### TASK DESCRIPTION
Each line that contains the word "JINGUHIGASHI" is to be copied from the records below.

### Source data

****************************************

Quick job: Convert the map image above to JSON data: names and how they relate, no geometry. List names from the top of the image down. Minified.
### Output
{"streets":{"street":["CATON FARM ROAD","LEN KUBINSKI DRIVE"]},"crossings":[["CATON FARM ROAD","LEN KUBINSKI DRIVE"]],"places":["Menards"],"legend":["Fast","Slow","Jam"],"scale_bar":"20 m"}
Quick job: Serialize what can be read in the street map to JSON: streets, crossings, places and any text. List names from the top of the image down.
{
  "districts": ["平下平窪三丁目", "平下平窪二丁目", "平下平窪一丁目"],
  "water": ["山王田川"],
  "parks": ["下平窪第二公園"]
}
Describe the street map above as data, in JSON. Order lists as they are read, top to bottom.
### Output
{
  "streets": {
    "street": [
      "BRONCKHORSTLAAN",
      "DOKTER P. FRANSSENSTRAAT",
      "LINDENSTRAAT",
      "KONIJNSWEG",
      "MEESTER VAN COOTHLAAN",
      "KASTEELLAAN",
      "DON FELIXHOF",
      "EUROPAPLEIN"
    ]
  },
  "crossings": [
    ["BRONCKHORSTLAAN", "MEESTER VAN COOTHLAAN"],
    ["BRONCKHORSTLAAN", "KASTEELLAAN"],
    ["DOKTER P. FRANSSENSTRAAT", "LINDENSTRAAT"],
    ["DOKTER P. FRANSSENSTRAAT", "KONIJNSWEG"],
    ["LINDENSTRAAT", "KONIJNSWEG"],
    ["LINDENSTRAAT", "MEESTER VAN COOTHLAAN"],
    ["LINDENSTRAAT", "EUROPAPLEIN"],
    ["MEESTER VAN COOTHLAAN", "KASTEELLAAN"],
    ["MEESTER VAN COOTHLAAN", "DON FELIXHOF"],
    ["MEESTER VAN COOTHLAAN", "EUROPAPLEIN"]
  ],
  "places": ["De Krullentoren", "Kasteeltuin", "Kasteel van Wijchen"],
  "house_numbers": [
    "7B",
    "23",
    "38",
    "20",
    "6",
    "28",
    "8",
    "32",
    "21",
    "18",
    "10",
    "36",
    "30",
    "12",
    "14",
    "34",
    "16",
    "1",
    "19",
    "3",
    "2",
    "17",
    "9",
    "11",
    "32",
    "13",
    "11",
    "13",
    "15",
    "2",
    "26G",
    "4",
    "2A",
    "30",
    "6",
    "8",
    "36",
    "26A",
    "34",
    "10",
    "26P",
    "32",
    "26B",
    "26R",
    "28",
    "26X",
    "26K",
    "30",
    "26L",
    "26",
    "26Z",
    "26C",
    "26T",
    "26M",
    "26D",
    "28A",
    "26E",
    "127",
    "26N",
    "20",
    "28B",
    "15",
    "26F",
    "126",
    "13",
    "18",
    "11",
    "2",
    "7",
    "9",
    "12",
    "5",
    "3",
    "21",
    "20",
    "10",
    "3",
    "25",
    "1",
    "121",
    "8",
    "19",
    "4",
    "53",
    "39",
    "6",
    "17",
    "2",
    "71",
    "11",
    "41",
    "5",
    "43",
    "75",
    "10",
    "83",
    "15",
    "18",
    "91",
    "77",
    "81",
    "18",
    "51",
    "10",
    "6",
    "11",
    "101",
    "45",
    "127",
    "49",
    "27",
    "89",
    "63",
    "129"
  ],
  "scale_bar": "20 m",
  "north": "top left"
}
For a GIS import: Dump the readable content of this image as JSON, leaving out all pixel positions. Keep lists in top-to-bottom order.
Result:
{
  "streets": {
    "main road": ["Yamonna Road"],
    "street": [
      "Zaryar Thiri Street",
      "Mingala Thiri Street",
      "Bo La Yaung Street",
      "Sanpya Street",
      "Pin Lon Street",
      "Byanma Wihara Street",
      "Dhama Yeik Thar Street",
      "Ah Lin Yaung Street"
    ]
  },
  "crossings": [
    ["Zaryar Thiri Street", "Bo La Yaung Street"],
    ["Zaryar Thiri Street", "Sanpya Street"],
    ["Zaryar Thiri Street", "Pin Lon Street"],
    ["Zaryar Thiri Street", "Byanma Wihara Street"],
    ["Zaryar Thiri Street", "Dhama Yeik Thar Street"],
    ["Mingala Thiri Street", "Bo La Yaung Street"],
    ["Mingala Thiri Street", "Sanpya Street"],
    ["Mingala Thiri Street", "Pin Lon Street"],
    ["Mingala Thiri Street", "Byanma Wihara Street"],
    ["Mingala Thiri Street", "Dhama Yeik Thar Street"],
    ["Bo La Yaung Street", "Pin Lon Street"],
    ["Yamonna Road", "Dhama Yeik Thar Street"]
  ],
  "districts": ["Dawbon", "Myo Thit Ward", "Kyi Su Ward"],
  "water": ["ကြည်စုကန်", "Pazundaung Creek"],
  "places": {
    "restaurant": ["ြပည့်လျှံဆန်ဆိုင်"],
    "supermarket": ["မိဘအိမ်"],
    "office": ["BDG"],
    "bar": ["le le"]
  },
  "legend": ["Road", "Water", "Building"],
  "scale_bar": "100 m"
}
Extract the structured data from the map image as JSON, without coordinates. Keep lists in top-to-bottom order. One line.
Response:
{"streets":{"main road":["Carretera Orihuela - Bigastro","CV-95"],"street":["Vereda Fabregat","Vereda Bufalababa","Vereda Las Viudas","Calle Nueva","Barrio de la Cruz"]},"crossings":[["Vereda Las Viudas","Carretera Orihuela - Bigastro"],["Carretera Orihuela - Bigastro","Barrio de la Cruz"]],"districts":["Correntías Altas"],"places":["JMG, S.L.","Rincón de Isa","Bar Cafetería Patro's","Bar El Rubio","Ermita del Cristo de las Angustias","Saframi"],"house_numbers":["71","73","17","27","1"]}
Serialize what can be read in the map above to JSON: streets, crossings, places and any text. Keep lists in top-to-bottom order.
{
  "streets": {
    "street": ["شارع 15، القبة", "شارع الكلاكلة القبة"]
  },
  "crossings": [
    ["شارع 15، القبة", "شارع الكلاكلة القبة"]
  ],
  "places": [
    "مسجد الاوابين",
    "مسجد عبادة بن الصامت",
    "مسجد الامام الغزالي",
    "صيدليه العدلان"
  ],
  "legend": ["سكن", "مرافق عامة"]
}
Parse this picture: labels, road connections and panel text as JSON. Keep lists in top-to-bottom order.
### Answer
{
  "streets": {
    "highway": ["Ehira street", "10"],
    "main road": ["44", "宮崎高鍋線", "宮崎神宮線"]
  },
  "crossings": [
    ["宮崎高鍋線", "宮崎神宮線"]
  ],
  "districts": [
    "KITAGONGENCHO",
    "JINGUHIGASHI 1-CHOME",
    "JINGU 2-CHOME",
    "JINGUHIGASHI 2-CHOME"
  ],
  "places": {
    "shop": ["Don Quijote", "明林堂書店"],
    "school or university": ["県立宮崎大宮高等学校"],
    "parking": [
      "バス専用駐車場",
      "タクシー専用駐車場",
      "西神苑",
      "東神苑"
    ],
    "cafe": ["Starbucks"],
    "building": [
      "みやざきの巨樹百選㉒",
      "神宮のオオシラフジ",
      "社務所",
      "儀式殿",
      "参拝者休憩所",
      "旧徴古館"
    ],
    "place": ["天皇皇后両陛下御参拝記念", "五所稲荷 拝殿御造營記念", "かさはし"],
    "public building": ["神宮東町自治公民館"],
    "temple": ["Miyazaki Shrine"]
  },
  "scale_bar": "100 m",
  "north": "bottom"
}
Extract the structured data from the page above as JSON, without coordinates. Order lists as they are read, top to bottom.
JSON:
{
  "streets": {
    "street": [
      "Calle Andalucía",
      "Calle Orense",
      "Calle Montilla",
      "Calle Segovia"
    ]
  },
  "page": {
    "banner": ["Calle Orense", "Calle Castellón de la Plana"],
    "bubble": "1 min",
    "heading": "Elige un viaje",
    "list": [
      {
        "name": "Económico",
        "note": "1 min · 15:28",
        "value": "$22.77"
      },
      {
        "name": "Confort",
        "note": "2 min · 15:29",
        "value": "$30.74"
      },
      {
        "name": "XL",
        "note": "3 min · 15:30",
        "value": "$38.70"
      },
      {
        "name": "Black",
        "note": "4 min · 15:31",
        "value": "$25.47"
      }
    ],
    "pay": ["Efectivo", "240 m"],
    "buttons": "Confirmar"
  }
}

****************************************

### SOLUTION TO THIS PROBLEM
    "JINGUHIGASHI 1-CHOME",
    "JINGUHIGASHI 2-CHOME"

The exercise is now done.